> What is needed
Beneath this task are records; print exactly the stretch of them from the line with "flex:1; padding:11px 0;" through the line with "<strong>Mapleaf</strong>", both ends included.

> Dataset records
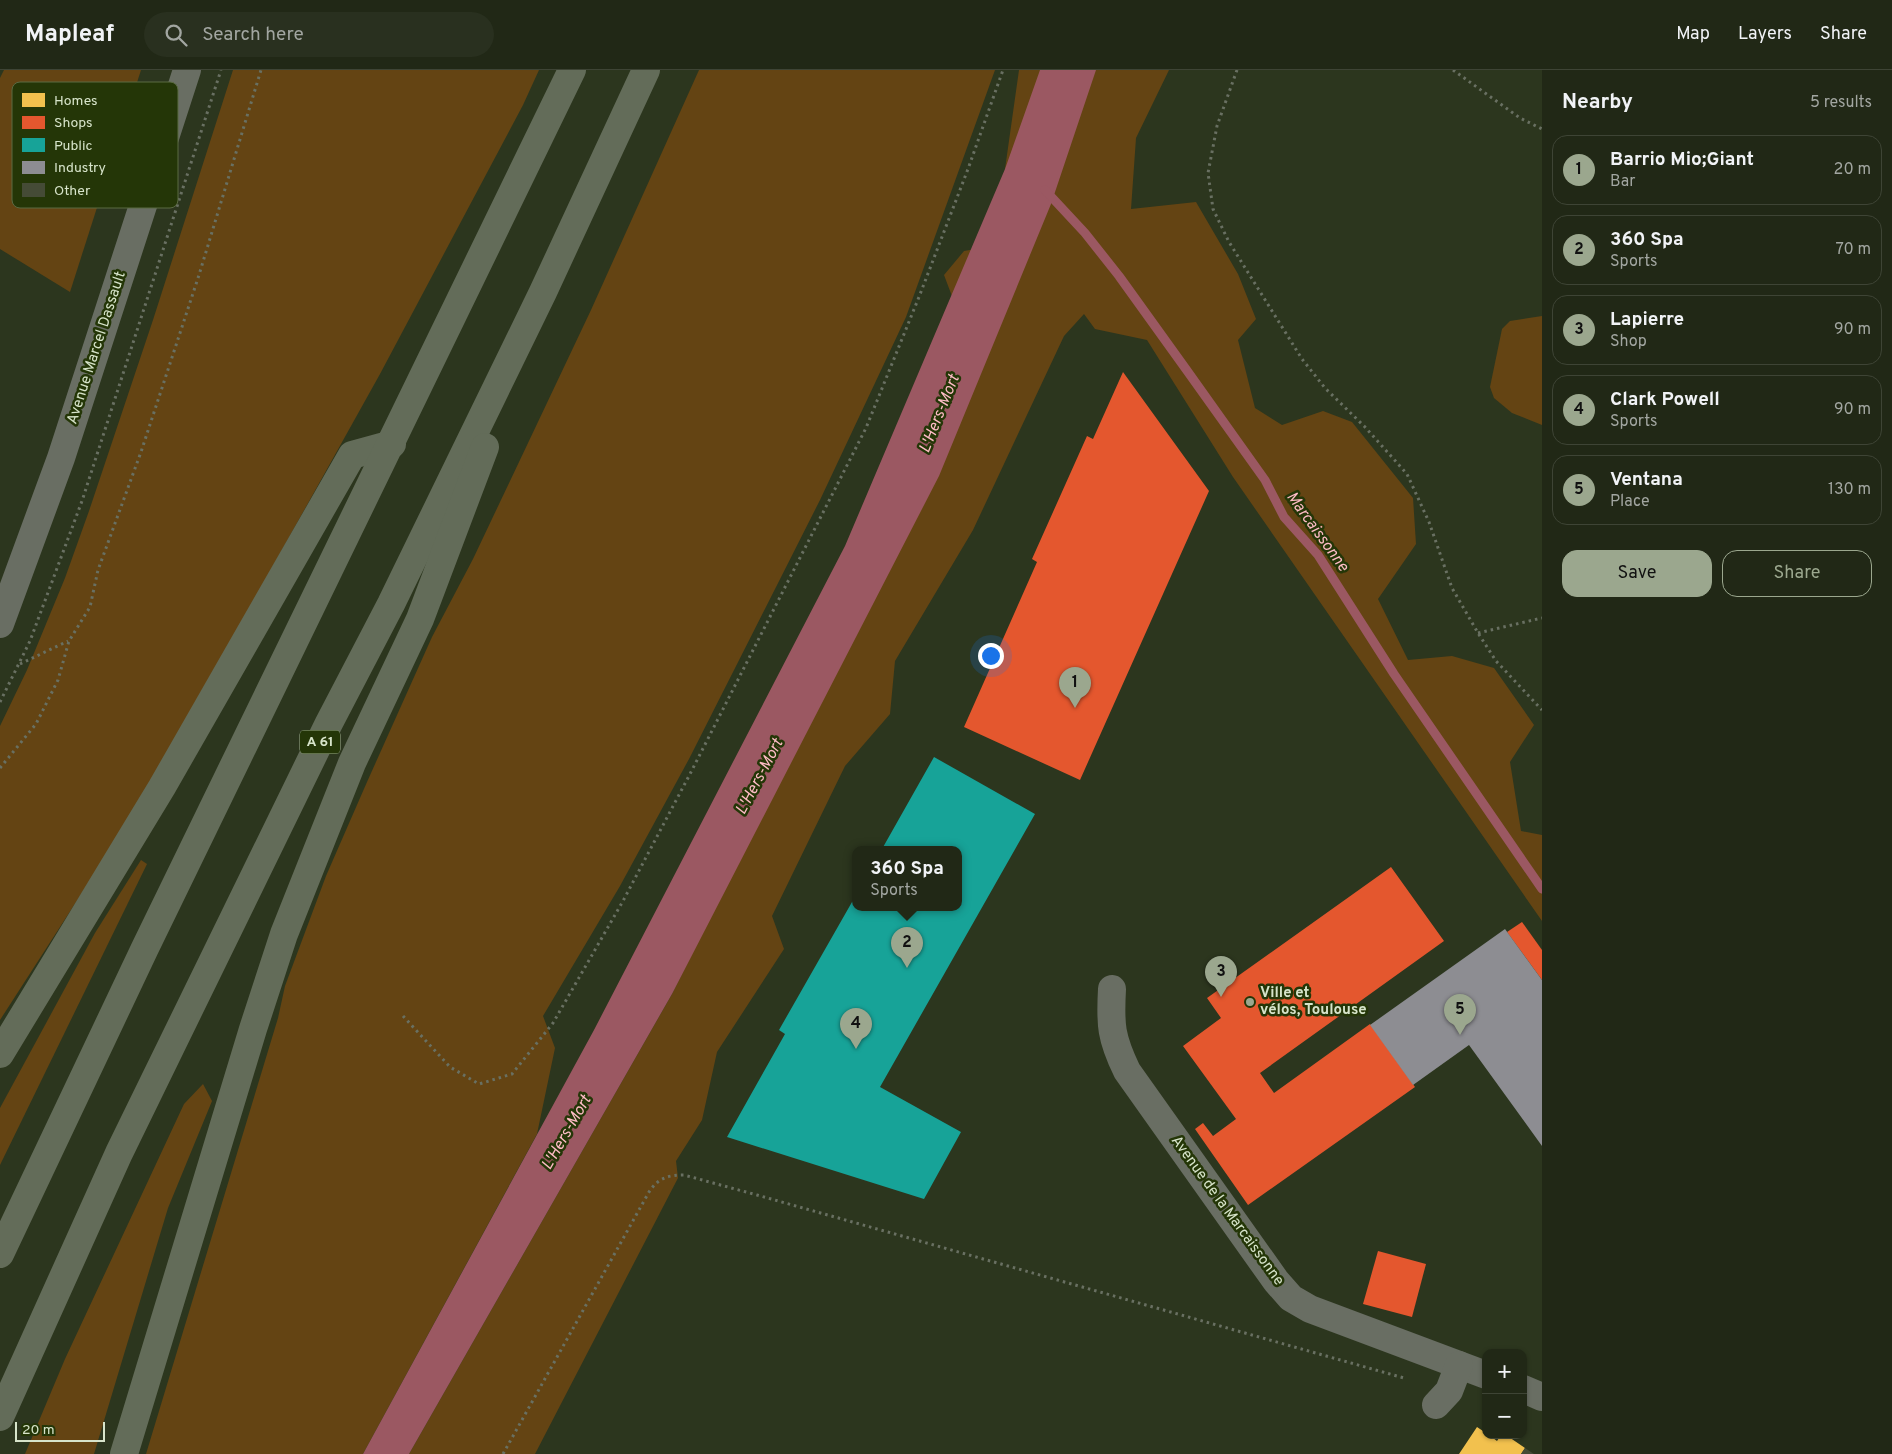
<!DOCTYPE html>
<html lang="en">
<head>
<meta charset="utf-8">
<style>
  :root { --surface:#212816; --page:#29301f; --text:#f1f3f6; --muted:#a2a6a1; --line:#3e4435; --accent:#9ba78e }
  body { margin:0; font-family:Overpass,sans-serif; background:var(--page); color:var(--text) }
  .controls { position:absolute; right:15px; bottom:15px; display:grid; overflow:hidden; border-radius:10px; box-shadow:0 1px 4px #0004 }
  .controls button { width:45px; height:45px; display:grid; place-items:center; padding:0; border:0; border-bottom:1px solid var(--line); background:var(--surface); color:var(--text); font:25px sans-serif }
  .scale { position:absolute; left:15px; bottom:12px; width:90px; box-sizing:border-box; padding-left:5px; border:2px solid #d7e4ca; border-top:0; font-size:14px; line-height:18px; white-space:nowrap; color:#d7e4ca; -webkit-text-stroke:4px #243607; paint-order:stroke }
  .you { position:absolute; left:990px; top:585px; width:18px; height:18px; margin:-12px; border:4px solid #fff; border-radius:50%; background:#1a73e8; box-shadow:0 0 0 8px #1a73e833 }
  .badge { display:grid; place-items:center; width:32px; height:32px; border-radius:50%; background:var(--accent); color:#111; font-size:16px; font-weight:700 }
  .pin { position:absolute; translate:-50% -41px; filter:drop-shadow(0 1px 2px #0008) }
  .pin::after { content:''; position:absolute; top:26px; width:18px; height:15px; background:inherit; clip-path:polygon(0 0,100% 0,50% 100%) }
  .popup { position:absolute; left:852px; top:776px; width:110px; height:65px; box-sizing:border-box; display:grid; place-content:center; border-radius:10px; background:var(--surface); filter:drop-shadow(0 1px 4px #0005); font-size:16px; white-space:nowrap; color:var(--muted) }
  .popup b { font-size:19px; color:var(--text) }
  .popup::after { content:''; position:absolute; left:50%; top:100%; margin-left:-10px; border:10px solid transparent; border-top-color:var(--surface) }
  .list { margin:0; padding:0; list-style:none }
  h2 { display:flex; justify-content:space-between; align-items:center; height:65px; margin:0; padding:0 20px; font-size:21px }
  h2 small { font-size:16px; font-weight:400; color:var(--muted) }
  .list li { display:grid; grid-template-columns:32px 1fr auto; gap:15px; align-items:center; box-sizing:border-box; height:70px; margin:0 10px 10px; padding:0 10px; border:1px solid var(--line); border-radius:15px }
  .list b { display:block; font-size:19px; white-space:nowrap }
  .list p { margin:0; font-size:16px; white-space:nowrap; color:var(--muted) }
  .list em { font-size:16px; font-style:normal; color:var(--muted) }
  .actions { display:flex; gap:10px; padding:15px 20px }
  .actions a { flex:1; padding:11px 0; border:1px solid var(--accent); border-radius:15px; text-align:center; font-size:18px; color:var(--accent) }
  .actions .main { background:var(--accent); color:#111 }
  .icon { flex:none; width:28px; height:28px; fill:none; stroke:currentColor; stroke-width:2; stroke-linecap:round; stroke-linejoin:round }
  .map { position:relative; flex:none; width:1542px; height:1384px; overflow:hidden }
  header { display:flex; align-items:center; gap:30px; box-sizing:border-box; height:70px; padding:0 25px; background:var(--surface); border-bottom:1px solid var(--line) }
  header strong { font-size:24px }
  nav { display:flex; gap:28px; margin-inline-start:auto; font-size:18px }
  .search { width:350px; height:45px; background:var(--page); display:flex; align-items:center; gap:12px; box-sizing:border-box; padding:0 18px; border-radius:28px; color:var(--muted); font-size:19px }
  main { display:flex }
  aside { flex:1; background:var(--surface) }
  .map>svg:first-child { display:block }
</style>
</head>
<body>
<header>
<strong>Mapleaf</strong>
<div class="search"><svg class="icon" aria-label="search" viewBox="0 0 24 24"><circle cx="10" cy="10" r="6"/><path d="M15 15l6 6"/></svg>Search here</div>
<nav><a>Map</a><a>Layers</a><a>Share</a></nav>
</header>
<main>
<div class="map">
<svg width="1542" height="1384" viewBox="0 0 1542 1384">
  <rect width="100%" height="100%" fill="#2c361e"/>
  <g fill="#644413">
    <path d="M4,0H141L70,222L0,179V8Z"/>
    <path d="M233,0H539L523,35L380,304L147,722L0,950V656L27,600L65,508L89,441L153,250Z"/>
    <path d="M699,0H995L906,247L820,430L689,689L620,816L543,946L555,978L537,1064L363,1384H146L278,948L285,916L326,806L367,712L432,567L473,489L591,240Z"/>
    <path d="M1019,0H1169L1136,68L1131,139L1196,132L1238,204L1256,249L1238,270L1255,338L1282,355L1323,341L1352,352L1413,428L1416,474L1378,529L1408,590L1452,586L1494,598L1534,655L1510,692L1521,761L1542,765V851L1233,407L1147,270L1095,259L1084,244L1064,266L973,460L895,591L890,644L845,696L772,846L784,879L717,982L702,1050L676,1091L678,1108L535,1384H409L672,924L981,303L944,205L964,181L1029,170L1005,99Z"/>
    <path d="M1542,246V355L1512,343L1494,328L1490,317L1502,259L1510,251Z"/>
    <path d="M141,790L147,794L0,1095V1038L95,863Z"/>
    <path d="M203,1014L212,1031L168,1138L94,1384H25L65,1289L184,1034Z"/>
  </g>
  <path fill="#9b5862" d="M1040,0H1096L1051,134L939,406L672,924L409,1384H363L594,960L845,476L1005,99Z"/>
  <path fill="#f2c14e" d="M1477,1357L1486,1363V1365H1489L1497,1371L1501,1365H1506L1525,1378L1521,1384H1459Z"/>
  <g fill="#e4572e">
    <path d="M1123,302L1209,421L1080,710L964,657L1037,492L1032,489L1087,366L1093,369Z"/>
    <path d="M1391,797L1444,871L1260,1003L1274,1023L1370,954L1415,1017L1248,1135L1195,1059L1203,1053L1213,1066L1236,1049L1183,976L1221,948L1207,928Z"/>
    <path d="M1522,852L1542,880V910L1507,862Z"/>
    <path d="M1378,1181L1426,1194L1412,1247L1363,1234Z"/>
  </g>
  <path fill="#17a398" d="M934,687L1035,744L880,1017L961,1062L924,1129L727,1067L785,964L779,960L856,825V837H958V779H882Z"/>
  <path fill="#8d8d92" d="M1505,859L1542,910V1076L1469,975L1413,1015L1370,955Z"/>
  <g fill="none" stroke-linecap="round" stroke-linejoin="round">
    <path stroke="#9b5862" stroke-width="9" d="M1045,120L1085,163L1119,206L1188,302L1265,410L1284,447L1318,485L1394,604L1542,819"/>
  </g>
  <path fill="#454b36" d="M1525,1378L1534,1384H1521Z"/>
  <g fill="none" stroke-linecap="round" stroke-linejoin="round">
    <g stroke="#697062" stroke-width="3" stroke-dasharray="2.5 4" stroke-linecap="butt">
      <path d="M1237,0L1217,56L1208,103L1213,139L1229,172L1302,289L1325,318L1365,357L1407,404L1429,452L1452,518L1478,563L1496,591L1542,640"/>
      <path d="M1453,0L1520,48L1542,59"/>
      <path d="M1478,563L1542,548"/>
      <path d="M20,594L68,571"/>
      <path d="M0,632L30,571L82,431L221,0"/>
      <path d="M0,698L36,654L58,610L69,571L90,537L98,500L141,382L199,205L261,0"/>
      <path d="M403,946L450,997L479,1014L512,1004L553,953L623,831L690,704L866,358L919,227L968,99L1003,0"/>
      <path d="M503,1384L649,1122C658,1108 668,1105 684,1105L757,1125L1404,1308"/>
    </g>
    <g stroke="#696e63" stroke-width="28">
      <path d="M0,554L61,388L187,0"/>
      <path d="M1112,919C1110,955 1111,968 1127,1001L1276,1211L1291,1228L1310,1239L1486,1305"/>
      <path d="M1523,1319L1542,1327"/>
      <path d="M1436,1335L1449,1321L1459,1295"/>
    </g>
    <g stroke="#636c59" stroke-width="28">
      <path d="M0,984L162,717L352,385L392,374"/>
      <path d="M0,1184L145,878L572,0"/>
      <path d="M0,1347L119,1083L329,653L391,534L543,222L646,0"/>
      <path d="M124,1384L253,959L284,864L352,693L420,549L485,377"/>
    </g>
  </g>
  <circle fill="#9ba78e" stroke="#243607" stroke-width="2" cx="1250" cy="932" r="5"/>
  <g text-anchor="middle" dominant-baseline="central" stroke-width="5" stroke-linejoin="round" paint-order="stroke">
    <rect fill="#243607" stroke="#a1b090" stroke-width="1" x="300" y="660.5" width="40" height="23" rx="4"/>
    <g font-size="14" font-weight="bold" fill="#d7e4ca">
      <text x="320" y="672">A 61</text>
    </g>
    <g font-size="15" fill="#d7e4ca" stroke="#243607">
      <text transform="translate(97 278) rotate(-72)">Avenue Marcel Dassault</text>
      <text transform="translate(1227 1141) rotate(54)">Avenue de la Marcaissonne</text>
    </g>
    <g font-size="15" font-weight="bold" fill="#d7e4ca" stroke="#243607" text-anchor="start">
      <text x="1260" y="923">Ville et<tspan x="1260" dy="17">vélos, Toulouse</tspan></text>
    </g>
    <g font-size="16" font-style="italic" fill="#febcc6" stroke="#243607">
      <text transform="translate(940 344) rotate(-68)">L'Hers-Mort</text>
      <text transform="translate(1317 462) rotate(54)">Marcaissonne</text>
      <text transform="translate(760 707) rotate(-62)">L'Hers-Mort</text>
      <text transform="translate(567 1063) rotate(-60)">L'Hers-Mort</text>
    </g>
  </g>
  <rect x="12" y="12" width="166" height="126" rx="8" fill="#243607" stroke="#5a6a42" stroke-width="1"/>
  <rect x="22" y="23" width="23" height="14" fill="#f2c14e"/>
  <rect x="22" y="46" width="23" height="13" fill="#e4572e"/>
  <rect x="22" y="68" width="23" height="14" fill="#17a398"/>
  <rect x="22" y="91" width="23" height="13" fill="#8d8d92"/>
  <rect x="22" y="113" width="23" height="14" fill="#454b36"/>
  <g font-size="14" fill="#d7e4ca">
    <text x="54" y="35">Homes</text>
    <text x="54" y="57">Shops</text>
    <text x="54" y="80">Public</text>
    <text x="54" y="102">Industry</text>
    <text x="54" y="125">Other</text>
  </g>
</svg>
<div class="controls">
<button>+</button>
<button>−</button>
</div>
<div class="scale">20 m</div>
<div class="you"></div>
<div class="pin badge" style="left:1075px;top:638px">1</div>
<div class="pin badge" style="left:907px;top:898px">2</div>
<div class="popup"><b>360 Spa</b>Sports</div>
<div class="pin badge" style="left:1221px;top:927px">3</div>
<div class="pin badge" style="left:856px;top:979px">4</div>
<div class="pin badge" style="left:1460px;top:965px">5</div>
</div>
<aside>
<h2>Nearby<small>5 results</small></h2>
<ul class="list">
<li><span class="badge">1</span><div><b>Barrio Mio;Giant</b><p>Bar</p></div><em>20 m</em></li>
<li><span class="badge">2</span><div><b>360 Spa</b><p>Sports</p></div><em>70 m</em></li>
<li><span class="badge">3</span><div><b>Lapierre</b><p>Shop</p></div><em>90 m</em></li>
<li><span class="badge">4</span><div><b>Clark Powell</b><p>Sports</p></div><em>90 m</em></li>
<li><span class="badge">5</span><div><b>Ventana</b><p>Place</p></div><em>130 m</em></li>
</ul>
<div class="actions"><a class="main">Save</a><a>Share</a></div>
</aside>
</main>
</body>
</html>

> Reply
  .actions a { flex:1; padding:11px 0; border:1px solid var(--accent); border-radius:15px; text-align:center; font-size:18px; color:var(--accent) }
  .actions .main { background:var(--accent); color:#111 }
  .icon { flex:none; width:28px; height:28px; fill:none; stroke:currentColor; stroke-width:2; stroke-linecap:round; stroke-linejoin:round }
  .map { position:relative; flex:none; width:1542px; height:1384px; overflow:hidden }
  header { display:flex; align-items:center; gap:30px; box-sizing:border-box; height:70px; padding:0 25px; background:var(--surface); border-bottom:1px solid var(--line) }
  header strong { font-size:24px }
  nav { display:flex; gap:28px; margin-inline-start:auto; font-size:18px }
  .search { width:350px; height:45px; background:var(--page); display:flex; align-items:center; gap:12px; box-sizing:border-box; padding:0 18px; border-radius:28px; color:var(--muted); font-size:19px }
  main { display:flex }
  aside { flex:1; background:var(--surface) }
  .map>svg:first-child { display:block }
</style>
</head>
<body>
<header>
<strong>Mapleaf</strong>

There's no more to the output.